» TASK GOAL
Only the number should be given: how many lines below contain "wash".

» DATA EXTRACT
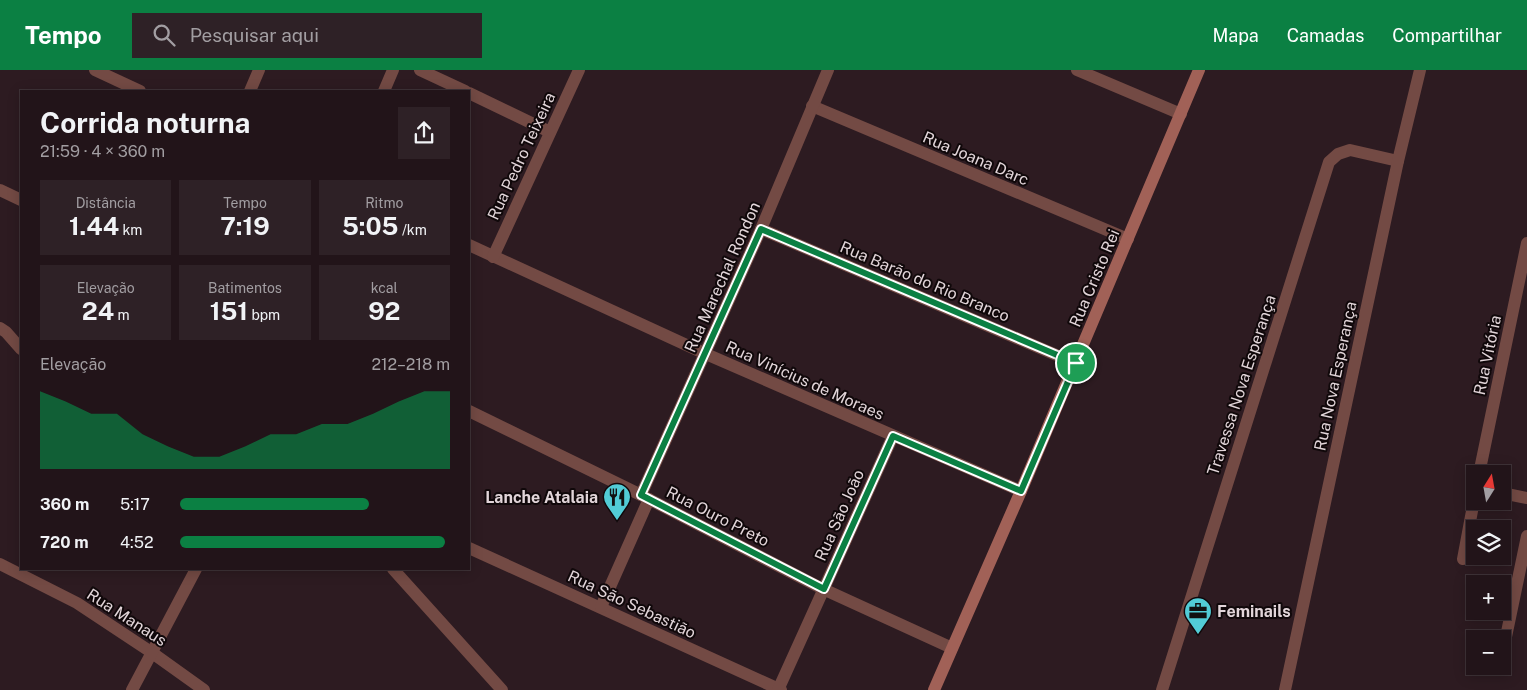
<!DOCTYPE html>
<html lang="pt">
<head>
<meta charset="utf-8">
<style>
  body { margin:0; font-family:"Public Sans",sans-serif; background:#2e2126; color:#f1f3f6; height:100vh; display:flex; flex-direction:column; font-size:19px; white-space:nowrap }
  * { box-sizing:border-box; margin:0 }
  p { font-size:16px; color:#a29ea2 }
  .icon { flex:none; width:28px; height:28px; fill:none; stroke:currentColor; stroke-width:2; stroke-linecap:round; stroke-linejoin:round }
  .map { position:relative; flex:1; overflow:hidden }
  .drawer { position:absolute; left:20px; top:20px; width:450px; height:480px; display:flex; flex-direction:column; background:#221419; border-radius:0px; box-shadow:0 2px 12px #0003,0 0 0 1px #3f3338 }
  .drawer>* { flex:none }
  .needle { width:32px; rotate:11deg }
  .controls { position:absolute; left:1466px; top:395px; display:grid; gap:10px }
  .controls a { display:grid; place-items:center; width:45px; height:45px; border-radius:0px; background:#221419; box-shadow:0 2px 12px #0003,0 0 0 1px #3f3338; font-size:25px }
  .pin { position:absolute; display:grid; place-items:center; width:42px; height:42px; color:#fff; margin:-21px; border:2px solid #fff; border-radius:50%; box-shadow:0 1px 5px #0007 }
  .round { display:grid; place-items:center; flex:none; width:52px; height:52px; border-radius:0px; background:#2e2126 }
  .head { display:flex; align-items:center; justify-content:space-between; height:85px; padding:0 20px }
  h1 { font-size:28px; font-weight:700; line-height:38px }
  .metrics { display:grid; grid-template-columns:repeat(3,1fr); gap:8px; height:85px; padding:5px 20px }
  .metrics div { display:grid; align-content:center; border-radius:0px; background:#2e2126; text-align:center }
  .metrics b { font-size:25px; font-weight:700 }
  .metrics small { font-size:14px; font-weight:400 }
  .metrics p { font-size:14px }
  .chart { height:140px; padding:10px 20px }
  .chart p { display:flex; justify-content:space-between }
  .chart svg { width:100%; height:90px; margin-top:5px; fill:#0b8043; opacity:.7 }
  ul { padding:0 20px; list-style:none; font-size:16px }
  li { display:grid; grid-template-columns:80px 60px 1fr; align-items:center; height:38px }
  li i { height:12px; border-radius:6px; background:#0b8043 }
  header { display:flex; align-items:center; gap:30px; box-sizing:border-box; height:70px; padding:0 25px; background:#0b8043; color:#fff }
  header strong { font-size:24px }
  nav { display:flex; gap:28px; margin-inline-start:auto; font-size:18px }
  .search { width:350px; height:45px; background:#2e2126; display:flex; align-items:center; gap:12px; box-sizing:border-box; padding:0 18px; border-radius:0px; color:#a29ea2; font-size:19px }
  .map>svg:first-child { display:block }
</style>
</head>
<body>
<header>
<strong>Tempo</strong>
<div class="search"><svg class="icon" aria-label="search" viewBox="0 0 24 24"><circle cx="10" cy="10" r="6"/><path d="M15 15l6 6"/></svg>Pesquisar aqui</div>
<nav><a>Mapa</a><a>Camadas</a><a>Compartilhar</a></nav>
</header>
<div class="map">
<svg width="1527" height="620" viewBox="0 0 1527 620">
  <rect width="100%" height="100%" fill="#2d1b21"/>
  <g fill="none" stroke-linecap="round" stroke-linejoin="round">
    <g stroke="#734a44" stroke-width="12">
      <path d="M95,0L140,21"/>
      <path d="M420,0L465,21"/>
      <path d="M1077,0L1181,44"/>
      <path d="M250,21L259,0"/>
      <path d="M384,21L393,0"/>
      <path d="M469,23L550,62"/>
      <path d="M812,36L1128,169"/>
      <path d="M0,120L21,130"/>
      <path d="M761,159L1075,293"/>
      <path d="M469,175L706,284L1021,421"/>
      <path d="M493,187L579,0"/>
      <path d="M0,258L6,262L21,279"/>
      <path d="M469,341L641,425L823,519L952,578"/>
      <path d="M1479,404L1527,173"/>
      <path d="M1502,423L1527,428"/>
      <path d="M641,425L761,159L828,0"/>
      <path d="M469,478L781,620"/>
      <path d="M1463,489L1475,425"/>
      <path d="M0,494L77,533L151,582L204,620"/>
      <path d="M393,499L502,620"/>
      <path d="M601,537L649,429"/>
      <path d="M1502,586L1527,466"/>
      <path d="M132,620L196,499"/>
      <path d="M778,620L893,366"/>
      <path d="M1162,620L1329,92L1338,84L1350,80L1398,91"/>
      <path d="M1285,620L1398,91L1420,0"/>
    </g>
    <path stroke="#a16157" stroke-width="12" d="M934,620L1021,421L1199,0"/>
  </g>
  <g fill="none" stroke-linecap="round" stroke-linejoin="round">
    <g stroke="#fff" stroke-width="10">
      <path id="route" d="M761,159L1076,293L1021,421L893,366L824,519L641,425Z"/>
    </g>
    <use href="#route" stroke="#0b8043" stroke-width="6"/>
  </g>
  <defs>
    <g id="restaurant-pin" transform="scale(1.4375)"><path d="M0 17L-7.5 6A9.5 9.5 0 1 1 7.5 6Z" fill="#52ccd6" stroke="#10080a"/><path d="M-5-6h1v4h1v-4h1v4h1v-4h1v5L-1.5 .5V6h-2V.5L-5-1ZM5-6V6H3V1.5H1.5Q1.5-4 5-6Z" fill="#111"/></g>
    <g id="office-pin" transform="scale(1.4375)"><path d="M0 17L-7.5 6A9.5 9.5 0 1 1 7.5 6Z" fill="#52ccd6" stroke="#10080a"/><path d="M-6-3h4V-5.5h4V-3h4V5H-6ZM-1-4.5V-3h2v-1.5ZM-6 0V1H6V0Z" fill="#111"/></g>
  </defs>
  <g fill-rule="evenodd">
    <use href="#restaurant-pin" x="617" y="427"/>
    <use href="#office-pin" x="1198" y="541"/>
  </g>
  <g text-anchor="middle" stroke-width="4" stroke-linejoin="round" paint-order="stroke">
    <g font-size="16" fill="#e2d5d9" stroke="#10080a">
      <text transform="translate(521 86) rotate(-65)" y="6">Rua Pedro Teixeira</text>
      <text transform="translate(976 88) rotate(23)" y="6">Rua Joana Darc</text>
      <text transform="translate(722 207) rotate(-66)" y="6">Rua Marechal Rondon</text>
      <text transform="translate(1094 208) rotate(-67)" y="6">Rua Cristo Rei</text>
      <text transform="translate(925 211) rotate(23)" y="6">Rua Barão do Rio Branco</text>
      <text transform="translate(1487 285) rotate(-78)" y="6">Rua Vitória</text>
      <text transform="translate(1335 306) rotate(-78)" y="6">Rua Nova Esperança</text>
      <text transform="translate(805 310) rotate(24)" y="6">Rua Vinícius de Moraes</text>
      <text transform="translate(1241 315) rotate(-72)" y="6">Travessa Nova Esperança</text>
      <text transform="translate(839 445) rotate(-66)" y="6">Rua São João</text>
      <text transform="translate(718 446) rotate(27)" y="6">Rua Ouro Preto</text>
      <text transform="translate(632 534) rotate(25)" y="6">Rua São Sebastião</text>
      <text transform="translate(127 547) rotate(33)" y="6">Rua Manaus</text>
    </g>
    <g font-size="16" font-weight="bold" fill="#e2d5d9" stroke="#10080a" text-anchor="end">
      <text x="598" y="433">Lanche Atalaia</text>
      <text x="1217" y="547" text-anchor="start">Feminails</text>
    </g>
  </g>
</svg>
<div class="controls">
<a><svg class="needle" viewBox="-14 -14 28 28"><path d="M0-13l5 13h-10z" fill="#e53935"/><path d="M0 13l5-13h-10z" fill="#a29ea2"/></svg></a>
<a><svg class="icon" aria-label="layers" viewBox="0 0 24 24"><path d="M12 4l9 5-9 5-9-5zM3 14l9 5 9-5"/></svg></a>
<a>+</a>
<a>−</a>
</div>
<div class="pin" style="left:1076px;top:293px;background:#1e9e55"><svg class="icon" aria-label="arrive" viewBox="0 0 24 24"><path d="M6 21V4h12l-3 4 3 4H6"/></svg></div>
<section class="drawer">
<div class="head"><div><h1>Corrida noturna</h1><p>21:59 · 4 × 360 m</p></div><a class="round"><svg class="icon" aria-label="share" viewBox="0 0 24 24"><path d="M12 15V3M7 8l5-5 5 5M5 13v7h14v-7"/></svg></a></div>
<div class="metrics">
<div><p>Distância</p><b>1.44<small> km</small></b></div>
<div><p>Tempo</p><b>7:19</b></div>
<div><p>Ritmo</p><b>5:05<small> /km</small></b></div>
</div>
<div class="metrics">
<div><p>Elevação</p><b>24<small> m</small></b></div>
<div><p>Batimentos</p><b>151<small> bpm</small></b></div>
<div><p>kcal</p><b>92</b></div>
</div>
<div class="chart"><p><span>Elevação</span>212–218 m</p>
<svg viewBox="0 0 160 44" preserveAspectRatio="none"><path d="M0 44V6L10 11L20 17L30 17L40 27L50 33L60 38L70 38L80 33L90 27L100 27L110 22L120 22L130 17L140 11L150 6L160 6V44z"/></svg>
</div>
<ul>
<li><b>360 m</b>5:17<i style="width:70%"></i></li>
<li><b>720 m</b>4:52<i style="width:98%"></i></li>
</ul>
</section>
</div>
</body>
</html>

* * *

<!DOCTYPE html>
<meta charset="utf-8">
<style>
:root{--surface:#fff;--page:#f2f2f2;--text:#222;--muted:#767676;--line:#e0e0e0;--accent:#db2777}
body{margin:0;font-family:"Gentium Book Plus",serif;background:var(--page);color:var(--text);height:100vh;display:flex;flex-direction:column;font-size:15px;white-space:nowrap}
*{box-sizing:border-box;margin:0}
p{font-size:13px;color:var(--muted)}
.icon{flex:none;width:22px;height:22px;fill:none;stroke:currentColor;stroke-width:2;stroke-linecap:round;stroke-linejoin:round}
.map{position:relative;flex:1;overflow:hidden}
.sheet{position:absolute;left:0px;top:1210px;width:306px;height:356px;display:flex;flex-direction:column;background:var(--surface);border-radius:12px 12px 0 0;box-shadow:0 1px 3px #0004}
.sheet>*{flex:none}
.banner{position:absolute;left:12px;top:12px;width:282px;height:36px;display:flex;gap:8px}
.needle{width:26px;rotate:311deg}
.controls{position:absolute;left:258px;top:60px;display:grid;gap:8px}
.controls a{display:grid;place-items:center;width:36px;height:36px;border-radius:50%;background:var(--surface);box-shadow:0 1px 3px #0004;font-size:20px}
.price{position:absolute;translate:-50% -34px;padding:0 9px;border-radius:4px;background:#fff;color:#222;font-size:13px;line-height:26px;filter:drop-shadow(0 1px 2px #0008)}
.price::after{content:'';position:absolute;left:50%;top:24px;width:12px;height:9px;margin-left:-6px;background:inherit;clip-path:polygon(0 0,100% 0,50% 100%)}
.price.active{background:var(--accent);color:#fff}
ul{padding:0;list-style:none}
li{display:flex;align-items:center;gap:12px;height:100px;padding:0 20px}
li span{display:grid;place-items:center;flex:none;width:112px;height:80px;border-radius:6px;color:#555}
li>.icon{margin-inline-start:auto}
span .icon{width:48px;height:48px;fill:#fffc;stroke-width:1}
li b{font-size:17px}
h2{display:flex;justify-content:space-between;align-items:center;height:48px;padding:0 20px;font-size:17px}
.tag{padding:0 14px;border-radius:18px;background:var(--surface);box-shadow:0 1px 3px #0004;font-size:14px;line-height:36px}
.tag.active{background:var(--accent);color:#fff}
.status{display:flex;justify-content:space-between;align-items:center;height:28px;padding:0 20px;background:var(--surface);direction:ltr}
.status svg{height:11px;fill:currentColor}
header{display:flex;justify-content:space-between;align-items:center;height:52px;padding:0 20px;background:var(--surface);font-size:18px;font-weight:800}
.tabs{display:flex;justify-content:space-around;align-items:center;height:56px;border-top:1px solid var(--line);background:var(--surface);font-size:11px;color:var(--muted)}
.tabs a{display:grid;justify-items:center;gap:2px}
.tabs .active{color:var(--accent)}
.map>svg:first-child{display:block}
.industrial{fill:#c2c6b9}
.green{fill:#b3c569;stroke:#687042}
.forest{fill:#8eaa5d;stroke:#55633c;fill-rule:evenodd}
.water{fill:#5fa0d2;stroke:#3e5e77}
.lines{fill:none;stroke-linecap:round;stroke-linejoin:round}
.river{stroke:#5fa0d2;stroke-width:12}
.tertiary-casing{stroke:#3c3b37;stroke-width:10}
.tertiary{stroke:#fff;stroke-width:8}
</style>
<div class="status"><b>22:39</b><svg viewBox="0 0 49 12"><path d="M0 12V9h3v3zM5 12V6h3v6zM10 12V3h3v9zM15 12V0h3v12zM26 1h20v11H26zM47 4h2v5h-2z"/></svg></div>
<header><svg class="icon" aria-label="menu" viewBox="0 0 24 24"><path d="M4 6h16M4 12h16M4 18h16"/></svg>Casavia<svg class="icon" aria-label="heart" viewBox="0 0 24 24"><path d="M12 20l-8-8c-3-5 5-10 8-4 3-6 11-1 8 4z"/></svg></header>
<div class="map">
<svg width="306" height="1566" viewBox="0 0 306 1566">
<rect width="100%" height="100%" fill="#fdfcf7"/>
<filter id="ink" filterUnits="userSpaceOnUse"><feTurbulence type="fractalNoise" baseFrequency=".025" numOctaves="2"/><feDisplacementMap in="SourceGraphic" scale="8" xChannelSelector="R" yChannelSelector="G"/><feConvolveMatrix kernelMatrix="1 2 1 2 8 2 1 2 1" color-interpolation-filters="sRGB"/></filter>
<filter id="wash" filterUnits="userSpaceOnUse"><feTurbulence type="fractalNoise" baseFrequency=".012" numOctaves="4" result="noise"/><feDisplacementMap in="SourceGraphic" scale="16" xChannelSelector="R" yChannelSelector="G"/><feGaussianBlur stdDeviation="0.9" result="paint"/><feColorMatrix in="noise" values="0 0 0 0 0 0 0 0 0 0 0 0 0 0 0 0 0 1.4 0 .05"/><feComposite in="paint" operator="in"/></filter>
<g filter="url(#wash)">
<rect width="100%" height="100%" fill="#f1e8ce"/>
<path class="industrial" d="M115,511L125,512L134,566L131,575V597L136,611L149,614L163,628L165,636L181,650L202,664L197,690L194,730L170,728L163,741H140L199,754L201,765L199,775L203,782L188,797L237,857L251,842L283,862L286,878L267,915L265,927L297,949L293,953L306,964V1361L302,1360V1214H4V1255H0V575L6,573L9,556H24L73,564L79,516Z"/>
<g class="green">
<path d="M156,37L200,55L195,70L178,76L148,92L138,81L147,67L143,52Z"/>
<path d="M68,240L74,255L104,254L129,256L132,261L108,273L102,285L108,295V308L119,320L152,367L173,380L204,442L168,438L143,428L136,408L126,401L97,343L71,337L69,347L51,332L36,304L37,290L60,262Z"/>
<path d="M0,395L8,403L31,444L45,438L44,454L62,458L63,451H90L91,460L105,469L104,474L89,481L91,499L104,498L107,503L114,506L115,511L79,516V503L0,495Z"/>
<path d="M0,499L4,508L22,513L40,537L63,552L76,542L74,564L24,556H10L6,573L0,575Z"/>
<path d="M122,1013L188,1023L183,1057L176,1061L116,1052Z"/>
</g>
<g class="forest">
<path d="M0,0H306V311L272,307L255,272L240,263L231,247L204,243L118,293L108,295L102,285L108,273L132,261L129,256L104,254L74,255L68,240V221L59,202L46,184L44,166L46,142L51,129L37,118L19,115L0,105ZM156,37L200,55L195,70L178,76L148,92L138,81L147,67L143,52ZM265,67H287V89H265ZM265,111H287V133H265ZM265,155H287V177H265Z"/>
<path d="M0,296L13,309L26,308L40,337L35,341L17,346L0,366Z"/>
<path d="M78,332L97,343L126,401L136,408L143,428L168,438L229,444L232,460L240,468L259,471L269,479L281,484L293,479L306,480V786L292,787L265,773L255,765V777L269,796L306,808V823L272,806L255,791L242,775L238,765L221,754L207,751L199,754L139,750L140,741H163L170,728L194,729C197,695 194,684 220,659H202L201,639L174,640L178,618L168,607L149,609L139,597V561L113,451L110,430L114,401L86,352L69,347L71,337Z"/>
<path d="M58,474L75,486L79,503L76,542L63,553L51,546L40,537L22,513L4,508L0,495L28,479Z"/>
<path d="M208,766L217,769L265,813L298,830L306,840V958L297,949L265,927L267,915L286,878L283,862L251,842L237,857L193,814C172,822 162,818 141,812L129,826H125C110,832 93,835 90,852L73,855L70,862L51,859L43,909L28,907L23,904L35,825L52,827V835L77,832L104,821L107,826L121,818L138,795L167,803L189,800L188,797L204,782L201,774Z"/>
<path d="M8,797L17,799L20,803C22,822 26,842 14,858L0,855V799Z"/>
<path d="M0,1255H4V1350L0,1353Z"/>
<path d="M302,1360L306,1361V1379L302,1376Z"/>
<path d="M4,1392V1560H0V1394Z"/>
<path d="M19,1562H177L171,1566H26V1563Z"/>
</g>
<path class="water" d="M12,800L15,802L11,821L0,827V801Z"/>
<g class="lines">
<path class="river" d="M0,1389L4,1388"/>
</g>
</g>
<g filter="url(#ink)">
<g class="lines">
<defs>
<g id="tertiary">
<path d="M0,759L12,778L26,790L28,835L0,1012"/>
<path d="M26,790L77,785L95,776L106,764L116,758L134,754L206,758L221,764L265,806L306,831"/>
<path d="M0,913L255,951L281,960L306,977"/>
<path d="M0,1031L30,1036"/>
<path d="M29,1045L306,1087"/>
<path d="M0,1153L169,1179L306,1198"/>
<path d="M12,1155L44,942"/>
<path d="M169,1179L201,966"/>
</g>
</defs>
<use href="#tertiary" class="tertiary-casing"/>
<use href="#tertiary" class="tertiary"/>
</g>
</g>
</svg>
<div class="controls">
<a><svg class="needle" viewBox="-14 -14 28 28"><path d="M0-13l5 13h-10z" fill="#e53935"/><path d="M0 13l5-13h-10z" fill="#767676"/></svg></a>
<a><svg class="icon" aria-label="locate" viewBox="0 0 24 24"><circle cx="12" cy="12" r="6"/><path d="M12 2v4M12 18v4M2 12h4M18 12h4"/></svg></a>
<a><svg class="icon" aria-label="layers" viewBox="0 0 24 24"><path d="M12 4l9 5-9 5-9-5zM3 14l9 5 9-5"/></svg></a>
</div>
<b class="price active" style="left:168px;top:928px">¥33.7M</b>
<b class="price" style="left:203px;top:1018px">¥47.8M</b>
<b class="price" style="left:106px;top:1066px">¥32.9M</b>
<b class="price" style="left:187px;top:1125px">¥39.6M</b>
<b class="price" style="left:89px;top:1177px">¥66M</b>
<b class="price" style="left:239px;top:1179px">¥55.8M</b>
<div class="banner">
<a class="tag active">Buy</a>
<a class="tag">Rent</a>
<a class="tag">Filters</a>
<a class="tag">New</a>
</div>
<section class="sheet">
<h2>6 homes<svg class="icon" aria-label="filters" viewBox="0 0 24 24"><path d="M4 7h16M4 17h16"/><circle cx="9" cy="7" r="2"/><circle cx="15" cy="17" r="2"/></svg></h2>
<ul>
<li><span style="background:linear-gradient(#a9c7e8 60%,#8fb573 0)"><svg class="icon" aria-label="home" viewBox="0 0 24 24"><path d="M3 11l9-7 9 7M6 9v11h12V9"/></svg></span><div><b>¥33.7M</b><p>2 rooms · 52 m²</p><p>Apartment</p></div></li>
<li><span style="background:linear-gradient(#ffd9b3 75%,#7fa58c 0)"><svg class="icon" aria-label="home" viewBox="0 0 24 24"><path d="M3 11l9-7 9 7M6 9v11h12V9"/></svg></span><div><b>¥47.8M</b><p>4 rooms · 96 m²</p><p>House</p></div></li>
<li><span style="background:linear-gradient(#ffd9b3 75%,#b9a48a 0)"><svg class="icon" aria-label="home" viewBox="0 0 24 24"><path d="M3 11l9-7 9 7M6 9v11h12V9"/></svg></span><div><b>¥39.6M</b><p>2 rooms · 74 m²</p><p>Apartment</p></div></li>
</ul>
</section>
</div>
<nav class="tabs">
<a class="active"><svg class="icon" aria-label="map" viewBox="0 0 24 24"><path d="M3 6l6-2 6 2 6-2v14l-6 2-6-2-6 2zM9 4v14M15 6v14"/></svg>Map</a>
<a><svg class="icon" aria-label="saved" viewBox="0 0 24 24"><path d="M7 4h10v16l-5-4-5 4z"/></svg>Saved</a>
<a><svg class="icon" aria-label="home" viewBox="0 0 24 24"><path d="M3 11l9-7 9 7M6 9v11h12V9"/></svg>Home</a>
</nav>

» TASK RESULT
2